Paracingulin plays also a role in the initial phase of junction assembly. Indeed, its depletion in the experimental model of "calcium switch", which allows the study of Calcium-dependent junction formation, causes delayed tight junction assembly, correlating with a decrease in the Rac1 GTPase activity. The rod domain of the protein is critically involved in this Rac1-dependent regulation of junction assembly, as its overexpression mimicks the effect of paracingulin depletion; by the way, this also suggests that the head domain somehow prevents its action within the full-length protein. The phenotype can be rescued by an increase in Rac1 activity driven by overexpression of the GEF Tiam1, but not by increased RhoA activity. Indeed, paracingulin can interact with and thus recruit Tiam1 to the junction, allowing the local activation of Rac1 Both paracingulin depletion and overexpression experiments also led to the conclusion that it also interacts with and recruits SH3BP1, which is an inactivator of the Rho GTPases Cdc42 and Rac1 involved in epithelial junction formation in association with the filamentous actin-capping protein CapZ, by controlling actin-driven membrane remodeling. Paracingulin thus really acts as an adaptator for Rho GTPase regulators at the apical junctional region, and possibly at other cellular sites, because of its extra-junctional localization. In addition, cingulin and paracingulin have similar dynamics, partially overlapping subcellular localizations, and distinct interactions with the actin and microtubule cytoskeletons.

==Homolog==

The CGNL1 gene is conserved in chimpanzee, rhesus monkey, dog, cow, mouse, rat, chicken, and zebrafish. Cingulin-like 1 and cingulin are homologous proteins with a good degree of similarity in sequence and domain organization.

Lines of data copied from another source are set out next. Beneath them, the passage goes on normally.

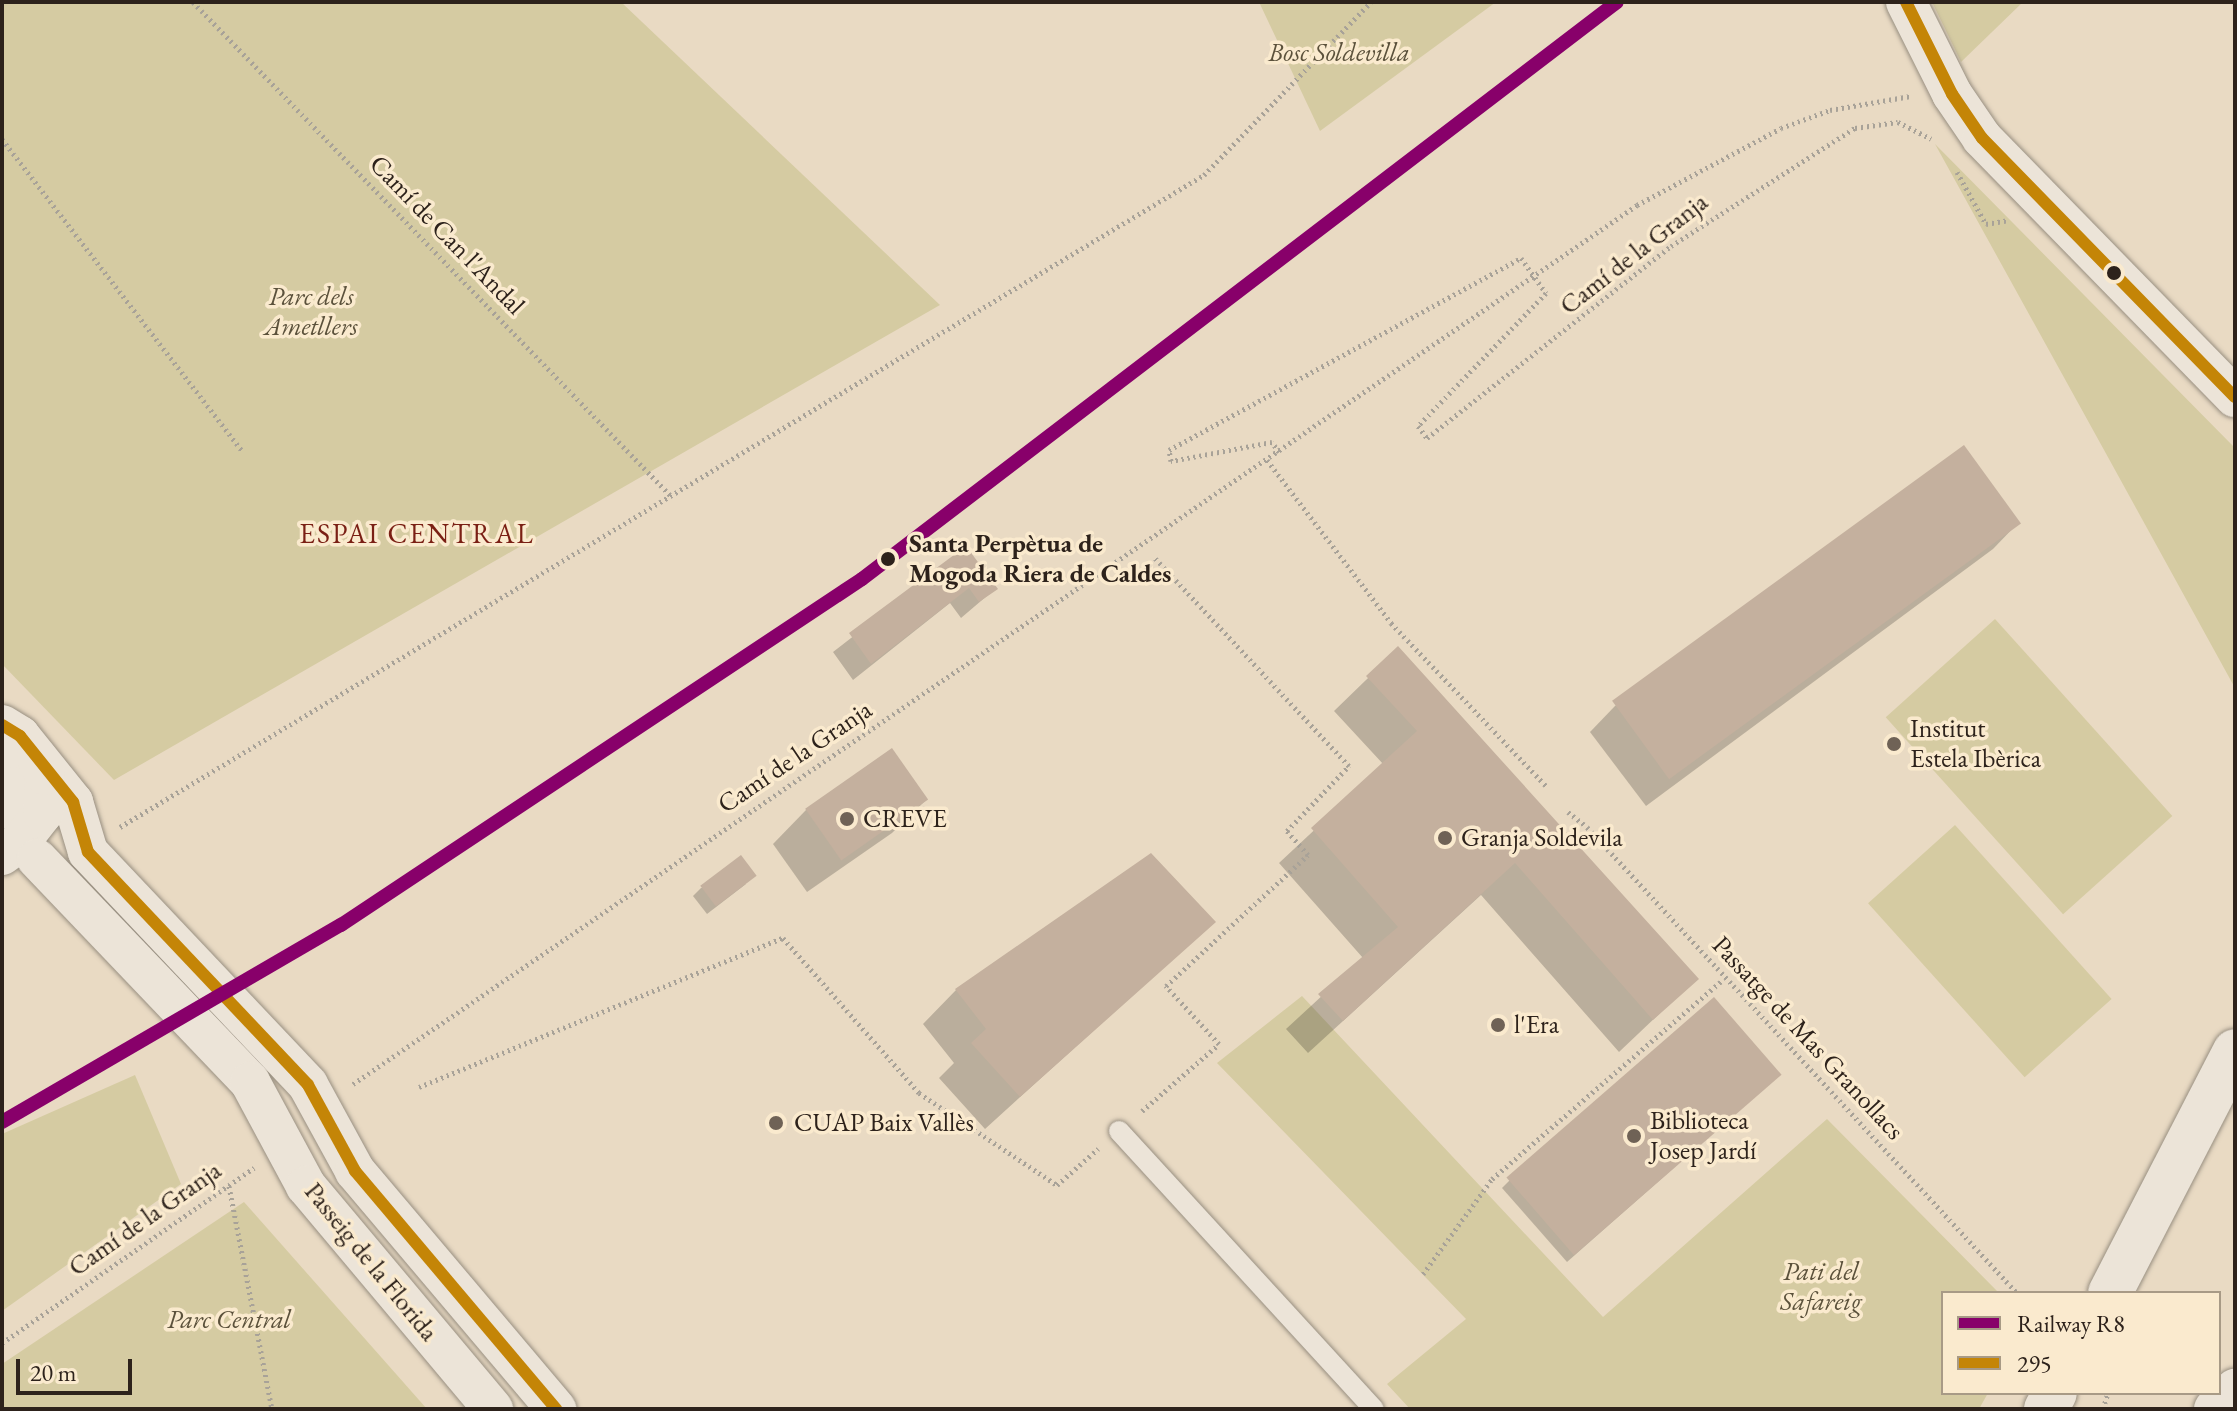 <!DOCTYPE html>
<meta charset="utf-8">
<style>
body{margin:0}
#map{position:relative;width:2237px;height:1411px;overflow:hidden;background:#e9dac3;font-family:"EB Garamond",serif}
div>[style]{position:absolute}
.green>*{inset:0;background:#d5cba2;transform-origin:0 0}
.shadow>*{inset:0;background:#0003}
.building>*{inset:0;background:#c4b09e;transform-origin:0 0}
.path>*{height:5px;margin-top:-2.5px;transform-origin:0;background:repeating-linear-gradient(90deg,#a8a298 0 2px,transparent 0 6px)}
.roads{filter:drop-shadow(0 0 2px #988f81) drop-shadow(0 0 2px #988f81)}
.lane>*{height:20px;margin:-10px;padding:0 10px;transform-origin:10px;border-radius:10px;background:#ece4d8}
.street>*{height:40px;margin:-20px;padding:0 20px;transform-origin:20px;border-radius:20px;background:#ece4d8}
.secondary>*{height:44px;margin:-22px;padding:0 22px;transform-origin:22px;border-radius:22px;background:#ece4d8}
.bus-1>*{height:12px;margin:-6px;padding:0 6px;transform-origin:6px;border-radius:6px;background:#c48507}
.rail-1>*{height:14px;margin:-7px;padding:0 7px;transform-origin:7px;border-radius:7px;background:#88006a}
.dots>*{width:22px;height:22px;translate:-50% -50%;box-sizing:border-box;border:4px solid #faeace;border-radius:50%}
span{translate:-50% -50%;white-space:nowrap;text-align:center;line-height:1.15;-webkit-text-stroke:7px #faeace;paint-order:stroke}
.park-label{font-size:26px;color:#5b513b;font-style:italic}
.street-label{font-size:26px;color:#2d221b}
.stop-label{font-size:26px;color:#2d221b;font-weight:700}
.left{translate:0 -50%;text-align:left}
.poi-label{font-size:26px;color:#2d221b}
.neighbourhood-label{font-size:28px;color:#7a1f14;letter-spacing:2px}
.frame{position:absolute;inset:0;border:4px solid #2d221b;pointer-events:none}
.legend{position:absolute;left:1941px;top:1291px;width:280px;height:104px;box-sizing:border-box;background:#faeace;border:2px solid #a89a86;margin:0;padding:10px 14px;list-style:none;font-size:24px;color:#2d221b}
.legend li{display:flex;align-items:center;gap:16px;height:40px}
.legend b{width:40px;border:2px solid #a89a86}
.scale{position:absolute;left:16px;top:1359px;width:116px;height:36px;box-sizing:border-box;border:4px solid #2d221b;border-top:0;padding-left:10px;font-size:24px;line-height:28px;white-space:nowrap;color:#2d221b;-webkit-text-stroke:6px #faeace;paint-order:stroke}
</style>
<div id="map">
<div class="green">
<div style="clip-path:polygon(2px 2px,621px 2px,940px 305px,114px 780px,2px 664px)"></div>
<div style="clip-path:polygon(1259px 2px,1496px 2px,1320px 131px)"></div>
<div style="clip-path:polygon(1932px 2px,2023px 2px,1961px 62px)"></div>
<div style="clip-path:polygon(1935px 144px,2235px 448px,2235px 688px,2109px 459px)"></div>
<div style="left:1995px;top:619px;width:265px;height:147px;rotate:48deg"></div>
<div style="left:1955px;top:825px;width:234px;height:117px;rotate:48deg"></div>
<div style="clip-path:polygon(1302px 996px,1603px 1317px,1827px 1119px,1999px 1293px,1943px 1293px,1943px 1393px,1988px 1393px,1979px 1409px,1410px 1409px,1387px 1384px,1466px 1319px,1217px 1063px)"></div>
<div style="clip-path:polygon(135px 1075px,181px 1184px,2px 1311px,2px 1134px)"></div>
<div style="clip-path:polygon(244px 1202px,427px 1409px,2px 1409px,2px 1364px)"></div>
</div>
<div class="shadow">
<div style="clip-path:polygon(1963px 448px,2018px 523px,1993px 549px,1646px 806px,1590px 732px,1615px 706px)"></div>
<div style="clip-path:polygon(966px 549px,995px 589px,961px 618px,950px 603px,853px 680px,833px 652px)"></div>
<div style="clip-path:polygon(1398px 649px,1696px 979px,1619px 1052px,1481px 895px,1308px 1053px,1286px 1029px,1363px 958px,1279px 863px,1384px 765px,1334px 711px)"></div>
<div style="clip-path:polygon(926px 800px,892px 833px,807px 892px,773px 844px,806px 810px)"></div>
<div style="clip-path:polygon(746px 884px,707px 914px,693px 896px,701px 888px)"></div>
<div style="clip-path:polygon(1213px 922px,985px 1129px,939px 1078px,954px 1063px,923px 1024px,956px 990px)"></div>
<div style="clip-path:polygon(1771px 1082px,1567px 1262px,1502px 1188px,1510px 1180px)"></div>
</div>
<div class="building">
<div style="left:1964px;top:445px;width:97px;height:435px;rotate:54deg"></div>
<div style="clip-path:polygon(966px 546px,998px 589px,979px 602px,969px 588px,871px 664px,849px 633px)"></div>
<div style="clip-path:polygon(1398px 646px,1699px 979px,1653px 1020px,1515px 863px,1343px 1021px,1318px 994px,1398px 927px,1311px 828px,1417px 731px,1366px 676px)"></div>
<div style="left:892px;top:748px;width:63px;height:106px;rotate:55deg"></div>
<div style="clip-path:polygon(1151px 853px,1216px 922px,1020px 1097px,971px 1043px,986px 1029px,955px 989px)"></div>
<div style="left:741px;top:855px;width:26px;height:51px;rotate:53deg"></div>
<div style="left:1714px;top:997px;width:103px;height:275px;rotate:49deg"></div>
</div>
<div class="path">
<div style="left:193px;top:2px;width:687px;rotate:45.94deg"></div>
<div style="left:2px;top:139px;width:395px;rotate:52.4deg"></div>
<div style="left:1957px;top:172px;width:60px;rotate:60.9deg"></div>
<div style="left:1986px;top:224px;width:22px;rotate:-10deg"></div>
<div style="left:1279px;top:452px;width:12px;rotate:-125deg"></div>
<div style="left:1272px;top:442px;width:103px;rotate:169.3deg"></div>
<div style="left:1171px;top:461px;width:11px;rotate:-100deg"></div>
<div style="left:1169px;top:450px;width:401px;rotate:-28.6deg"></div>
<div style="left:1521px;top:258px;width:43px;rotate:54.5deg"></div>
<div style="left:1546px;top:293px;width:185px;rotate:133.9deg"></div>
<div style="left:1418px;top:426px;width:15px;rotate:53deg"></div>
<div style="left:1427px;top:438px;width:310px;rotate:-38.2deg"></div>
<div style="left:1671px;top:246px;width:219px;rotate:-32.7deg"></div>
<div style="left:1855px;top:128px;width:43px;rotate:-7.9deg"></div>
<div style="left:1898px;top:122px;width:37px;rotate:27deg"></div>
<div style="left:1267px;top:460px;width:205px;rotate:52.7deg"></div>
<div style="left:1391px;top:623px;width:225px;rotate:46.4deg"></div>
<div style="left:1568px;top:812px;width:24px;rotate:38deg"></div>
<div style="left:1587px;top:827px;width:634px;rotate:47.3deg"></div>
<div style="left:120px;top:827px;width:1265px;rotate:-31.03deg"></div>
<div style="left:1204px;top:175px;width:240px;rotate:-46deg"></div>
<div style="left:353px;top:1084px;width:1556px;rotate:-34.39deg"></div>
<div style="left:1637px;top:205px;width:163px;rotate:-28.1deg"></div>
<div style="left:1781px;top:128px;width:52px;rotate:-20.2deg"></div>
<div style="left:1830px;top:110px;width:82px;rotate:-9.8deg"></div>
<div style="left:419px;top:1087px;width:393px;rotate:-22.3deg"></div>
<div style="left:783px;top:938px;width:206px;rotate:48.7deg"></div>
<div style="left:919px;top:1093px;width:166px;rotate:33.7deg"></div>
<div style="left:1057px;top:1185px;width:55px;rotate:-41.3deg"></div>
<div style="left:1142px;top:1111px;width:102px;rotate:-41deg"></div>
<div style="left:1219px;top:1044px;width:79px;rotate:-132.4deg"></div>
<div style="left:1166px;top:986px;width:193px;rotate:-42.7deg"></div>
<div style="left:1308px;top:855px;width:32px;rotate:-131deg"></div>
<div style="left:1287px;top:831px;width:90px;rotate:-46.4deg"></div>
<div style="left:1349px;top:766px;width:287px;rotate:-133deg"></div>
<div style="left:229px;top:1186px;width:227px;rotate:79.1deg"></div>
<div style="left:1423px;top:1274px;width:117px;rotate:-54deg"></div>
<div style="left:1492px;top:1179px;width:306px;rotate:-40.8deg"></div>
<div style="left:2px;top:1343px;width:307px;rotate:-34.8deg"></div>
<div style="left:2103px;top:1409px;width:17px;rotate:-73deg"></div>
</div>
<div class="roads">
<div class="lane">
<div style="left:1119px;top:1131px;width:377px;rotate:47.5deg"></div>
</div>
<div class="street">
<div style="left:1906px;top:2px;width:103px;rotate:63.4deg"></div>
<div style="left:1952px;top:94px;width:53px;rotate:55.7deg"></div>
<div style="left:1982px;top:138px;width:362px;rotate:45.7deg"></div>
<div style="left:2px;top:725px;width:21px;rotate:31deg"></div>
<div style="left:20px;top:736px;width:85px;rotate:51.2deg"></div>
<div style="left:73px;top:802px;width:52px;rotate:73.3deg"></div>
<div style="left:88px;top:852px;width:320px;rotate:46.6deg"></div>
<div style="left:308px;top:1085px;width:98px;rotate:61.3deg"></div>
<div style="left:355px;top:1171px;width:312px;rotate:49.8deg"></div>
<div style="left:2px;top:762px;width:27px;rotate:68deg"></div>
<div style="left:12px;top:787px;width:24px;rotate:114deg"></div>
<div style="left:2px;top:855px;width:24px;rotate:-36deg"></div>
<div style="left:21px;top:841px;width:36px;rotate:-52deg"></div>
<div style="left:43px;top:813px;width:38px;rotate:-87deg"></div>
<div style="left:45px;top:775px;width:19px;rotate:-115deg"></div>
<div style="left:37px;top:859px;width:308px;rotate:46.3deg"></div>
<div style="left:250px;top:1082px;width:118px;rotate:61.7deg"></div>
<div style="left:306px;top:1186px;width:291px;rotate:50deg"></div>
<div style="left:2214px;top:1409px;width:29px;rotate:-44deg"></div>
</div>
<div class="secondary">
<div style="left:2110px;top:1293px;width:272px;rotate:-62.7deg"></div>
<div style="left:2046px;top:1409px;width:18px;rotate:-61deg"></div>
</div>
</div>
<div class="bus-1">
<div style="left:1906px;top:2px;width:103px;rotate:63.4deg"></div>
<div style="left:1952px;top:94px;width:53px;rotate:55.7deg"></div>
<div style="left:1982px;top:138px;width:362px;rotate:45.7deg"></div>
<div style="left:2px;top:725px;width:21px;rotate:31deg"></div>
<div style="left:20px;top:736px;width:85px;rotate:51.2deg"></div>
<div style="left:73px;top:802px;width:52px;rotate:73.3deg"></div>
<div style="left:88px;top:852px;width:320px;rotate:46.6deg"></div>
<div style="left:308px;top:1085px;width:98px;rotate:61.3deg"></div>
<div style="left:355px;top:1171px;width:312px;rotate:49.8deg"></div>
</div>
<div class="rail-1">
<div style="left:2px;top:1122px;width:392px;rotate:-30.2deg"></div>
<div style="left:341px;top:925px;width:625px;rotate:-33.59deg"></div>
<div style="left:862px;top:579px;width:950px;rotate:-37.39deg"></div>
</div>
<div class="dots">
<div style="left:2114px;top:273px;background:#2d221b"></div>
<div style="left:888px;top:559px;background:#2d221b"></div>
<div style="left:1894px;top:744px;background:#6f6256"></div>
<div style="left:847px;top:819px;background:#6f6256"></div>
<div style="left:1445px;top:838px;background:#6f6256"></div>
<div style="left:1498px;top:1025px;background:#6f6256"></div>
<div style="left:776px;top:1123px;background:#6f6256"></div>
<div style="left:1634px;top:1136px;background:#6f6256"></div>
</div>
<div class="park-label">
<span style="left:1339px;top:53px">Bosc Soldevilla</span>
<span style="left:311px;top:312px">Parc dels<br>Ametllers</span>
<span style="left:1821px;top:1287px">Pati del<br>Safareig</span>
<span style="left:229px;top:1320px">Parc Central</span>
</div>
<div class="street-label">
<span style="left:447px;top:235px;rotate:46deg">Camí de Can l'Andal</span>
<span style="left:1634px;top:254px;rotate:-38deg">Camí de la Granja</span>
<span style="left:795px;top:757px;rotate:-34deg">Camí de la Granja</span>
<span style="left:1808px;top:1038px;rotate:47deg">Passatge de Mas Granollacs</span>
<span style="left:145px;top:1219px;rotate:-35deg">Camí de la Granja</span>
<span style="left:371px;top:1262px;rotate:51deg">Passeig de la Florida</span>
</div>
<div class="stop-label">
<span class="left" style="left:909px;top:559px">Santa Perpètua de<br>Mogoda Riera de Caldes</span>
</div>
<div class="poi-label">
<span class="left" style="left:1910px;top:744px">Institut<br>Estela Ibèrica</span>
<span class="left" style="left:863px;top:819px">CREVE</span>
<span class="left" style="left:1461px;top:838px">Granja Soldevila</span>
<span class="left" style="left:1514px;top:1025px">l'Era</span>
<span class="left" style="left:1650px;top:1136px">Biblioteca<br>Josep Jardí</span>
<span class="left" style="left:794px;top:1123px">CUAP Baix Vallès</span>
</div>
<div class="neighbourhood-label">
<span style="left:417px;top:533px">ESPAI CENTRAL</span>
</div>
<div class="frame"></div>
<ul class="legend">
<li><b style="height:10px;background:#88006a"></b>Railway R8</li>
<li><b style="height:10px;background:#c48507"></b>295</li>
</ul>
<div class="scale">20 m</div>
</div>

The mouse homolog of CGNL1 has been designated JACOP (junction-associated coiled-coil protein). JACOP is recruited to the junctional complex in epithelial cells and to cell-cell contacts in fibroblasts. It has been suggested that JACOP is involved in anchoring cell-cell contacts to actin-based cytoskeletons within cells.

==Diseases==

Paracingulin has been so far implicated in two diseases:

1. The aromatase excess syndrome: Heterozygous chromosomal inversion brings a cryptic aromatase promoter containing a portion of the CGNL1 promoter into a position immediately to the 5-prime of the coding region of cytochrome P450, family 19, subfamily A, polypeptide 1 (CYP19A1) gene.
2. Schizophrenia: The CGNL1 locus is one of the three loci which have been reported to be implicated in increased susceptibility to schizophrenia through the duplications at 1p36.33.